No âmbito de outro caso em que se discutiu o cabimento de responsabilidade civil pela


perda da chance, a 23ª Câmara Cível do Tribunal rejeitou a aplicação da teoria
justamente pela falta dos requisitos apontados anteriormente. A hipótese enfrentada
pela Corte era de um sujeito que adquirira títulos de capitalização junto ao banco HSBC
que permitiam ao autor concorrer em sorteios mensais por meio dos números de seus
títulos. Ou seja, cada título deveria representar uma chance distinta de o autor sagrar-se
vencedor da rifa.

Ocorreu que o Banco, por falha na prestação do serviço, emitiu seis títulos de igual
numeração, motivo pelo qual o autor exigiu indenização pela perda das chances de
ganhar o sorteio que a numeração sequencial correta dos documentos lhe traria. Dado o
exposto, decidiu o Tribunal que

“se deve tratar de uma chance palpável, factível. Há que se tratar não de mera
possibilidade abstrata, mas perda de uma oportunidade séria e real. Chances meramente
matemáticas, diminutas, dificilmente realizáveis, não chegam a atrair a obrigação
65
reparatória, já que recaem na hipótese do mero dano hipotético.”

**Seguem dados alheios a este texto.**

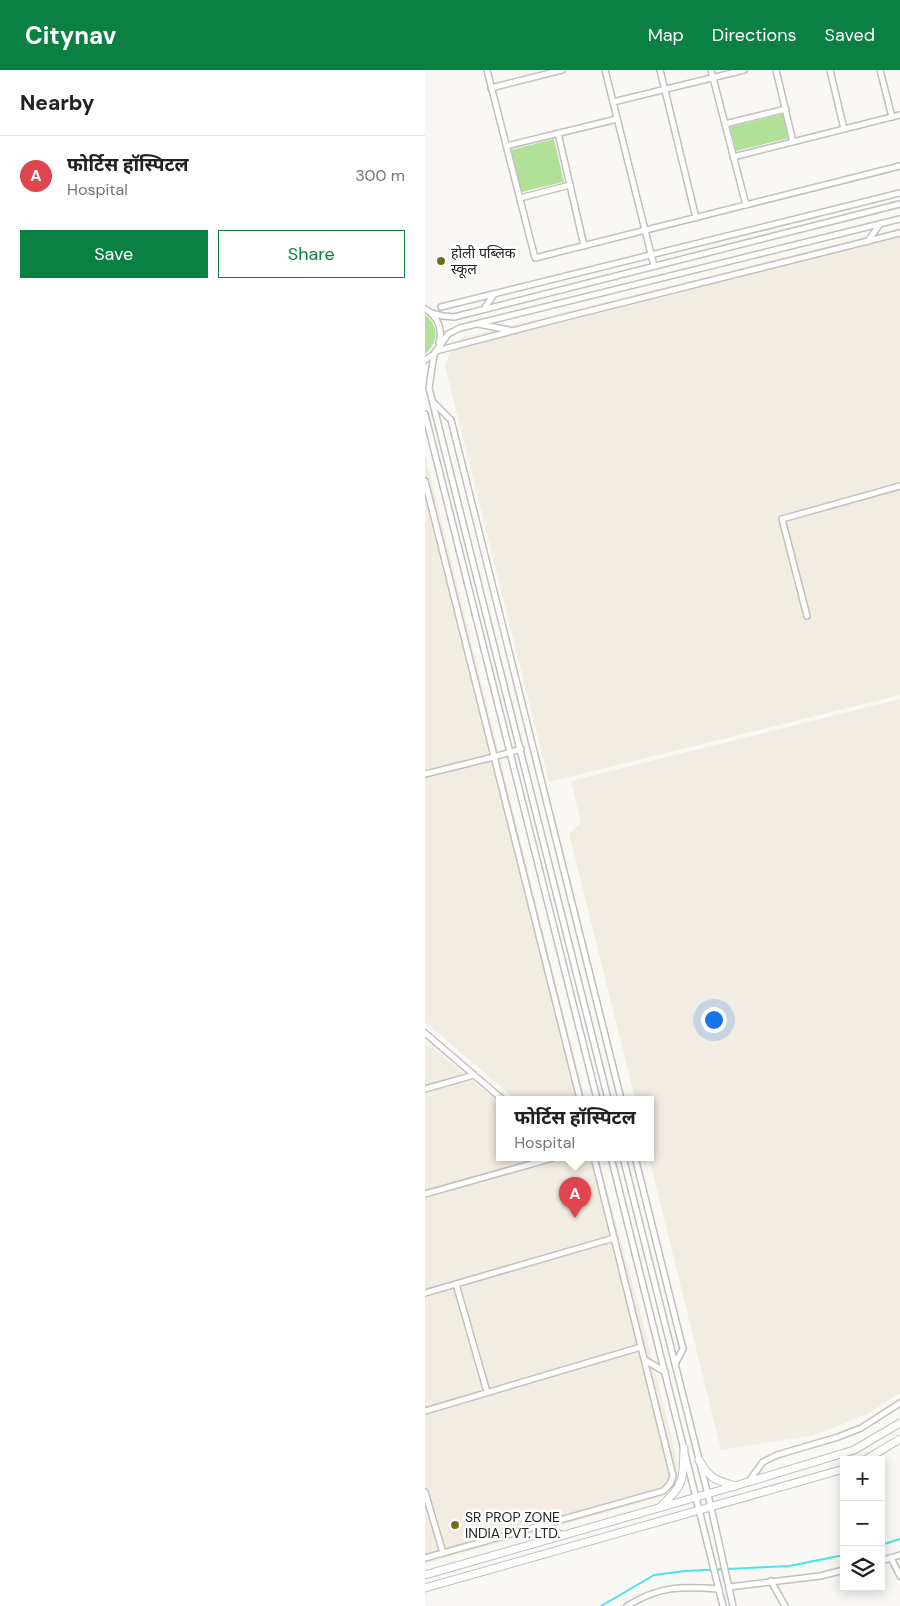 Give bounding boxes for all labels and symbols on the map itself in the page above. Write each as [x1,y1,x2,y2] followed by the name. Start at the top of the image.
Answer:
[451,244,516,279] place label: होली पब्लिक स्कूल
[435,255,447,267] marker: होली पब्लिक स्कूल
[701,1007,727,1033] your location
[559,1177,591,1218] pin: A
[465,1508,560,1542] place label: SR PROP ZONE INDIA PVT. LTD.
[449,1519,461,1531] marker: SR PROP ZONE INDIA PVT. LTD. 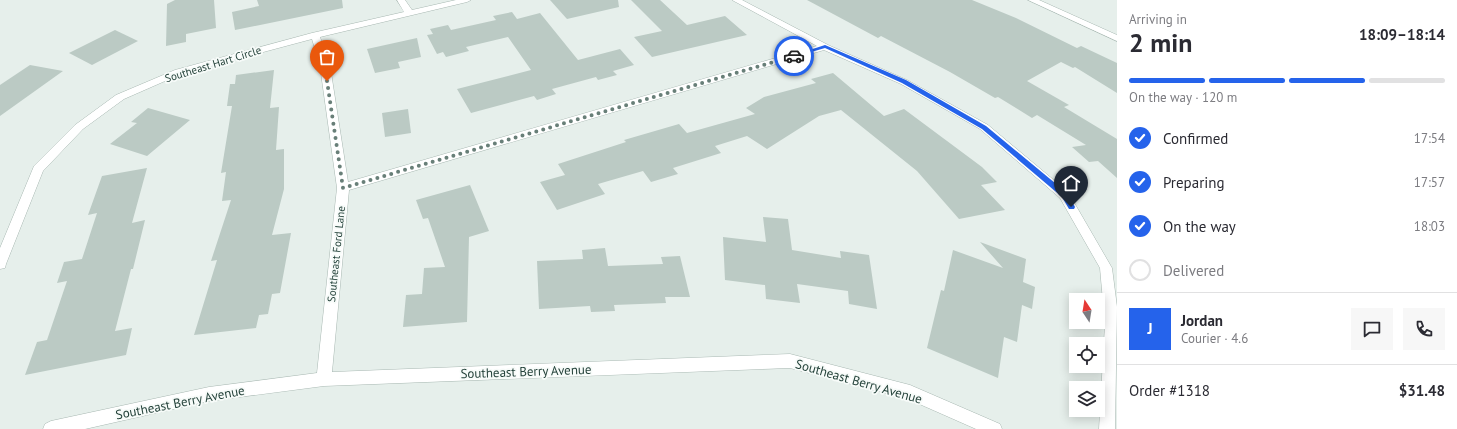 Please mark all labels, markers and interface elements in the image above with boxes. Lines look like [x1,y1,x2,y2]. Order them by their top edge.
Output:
text: Arriving in [1129,11,1187,28]
text: 18:09–18:14 [1359,25,1445,44]
text: 2 min [1129,26,1192,59]
courier [774,36,814,76]
pin [310,40,344,81]
street label: Southeast Hart Circle [163,43,263,85]
icon: car [783,45,805,67]
icon: bag [316,46,338,68]
text: On the way · 120 m [1129,89,1237,106]
icon: check [1129,127,1151,149]
text: Confirmed [1163,129,1228,148]
text: 17:54 [1414,130,1445,147]
pin [1054,166,1088,207]
icon: check [1129,171,1151,193]
icon: home [1060,172,1082,194]
text: Preparing [1163,173,1225,192]
text: 17:57 [1414,174,1445,191]
street label: Southeast Ford Lane [324,205,348,303]
icon: check [1129,215,1151,237]
text: On the way [1163,217,1236,236]
text: 18:03 [1414,218,1445,235]
text: Delivered [1163,261,1224,280]
north arrow [1069,293,1105,329]
map controls [1069,293,1105,417]
button: chat [1351,308,1393,350]
button: phone [1403,308,1445,350]
text: Jordan [1181,311,1223,330]
text: J [1147,319,1153,338]
text: Courier · 4.6 [1181,330,1248,347]
button: locate [1069,337,1105,373]
street label: Southeast Berry Avenue [794,355,924,408]
street label: Southeast Berry Avenue [460,361,592,382]
button: layers [1069,381,1105,417]
text: Order #1318 [1129,381,1210,400]
text: $31.48 [1399,381,1445,400]
street label: Southeast Berry Avenue [114,382,246,423] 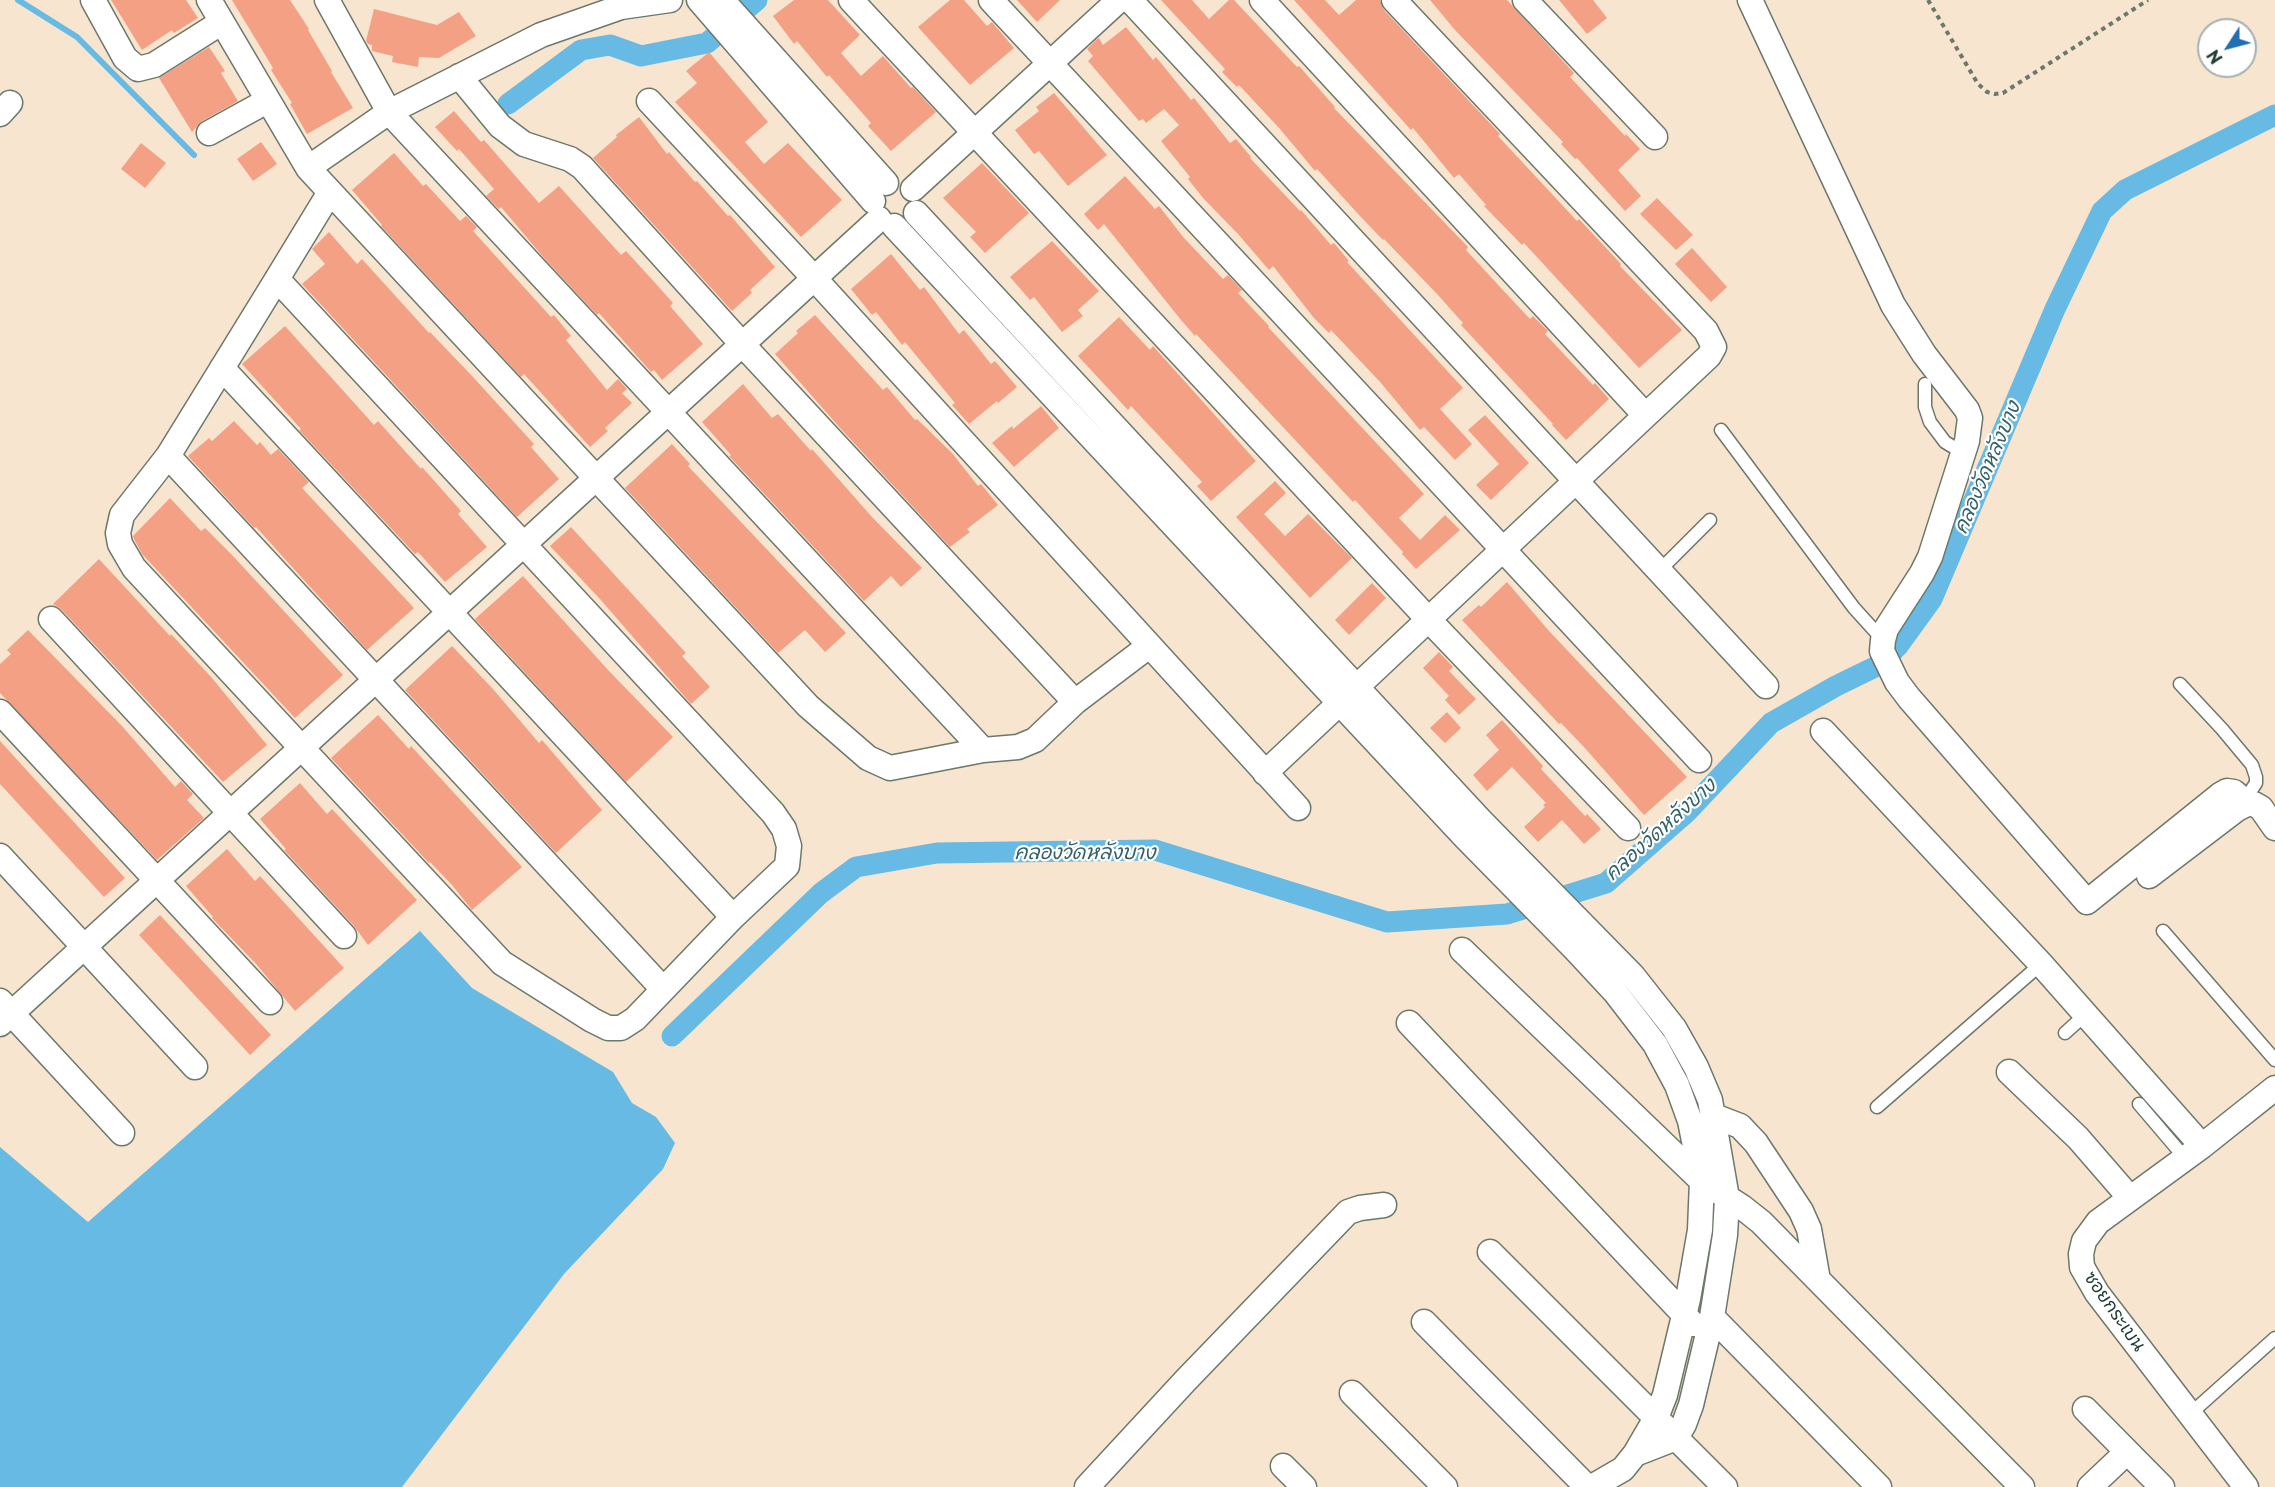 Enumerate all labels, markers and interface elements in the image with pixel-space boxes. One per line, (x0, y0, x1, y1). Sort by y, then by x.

O caso narrado permite a observação concreta do que já foi dito: a análise probabilística
atuou dialogicamente com o princípio da razoabilidade para a determinação do an
debeatur. A equivocada numeração sequencial dos títulos não ocasionou, pela análise do
caso concreto, uma diminuição severa da probabilidade de o autor ganhar o sorteio.
Desse modo, ao critério probabilístico foi permitido influenciar a qualificação da chance
como razoável e, portanto, seu reconhecimento como interesse tutelável.

5.Síntese conclusiva

Em conclusão, buscou-se elucidar, ao longo deste estudo, parâmetros para a aferição da


ressarcibilidade da chance perdida (an debeatur) e, em segundo momento, da
quantificação da reparação (quantum debeatur). No que toca ao primeiro, tem-se que a
chance deve perfazer um pressuposto para que eventual lesão a si seja considerada
ressarcível. Trata-se o requisito do que a doutrina denomina ser a chance “real e séria”,
que nada mais é do que a compreensão da chance como razoável a trazer o benefício ou
evitar o malefício. Tecnicamente, tal juízo razoabilidade, apesar de não se confundir com
o de probabilidade, é por este influenciado, de modo que o merecimento de tutela da
chance provirá de uma interação dialógica entre o razoável e o provável. O que não
parece adequado é vincular a existência da chance como interesse tutelável a um critério
probabilístico predeterminado, pois a influência dialógica que a probabilidade terá no
juízo de razoabilidade deverá ser avaliada nas vicissitudes de cada caso concreto.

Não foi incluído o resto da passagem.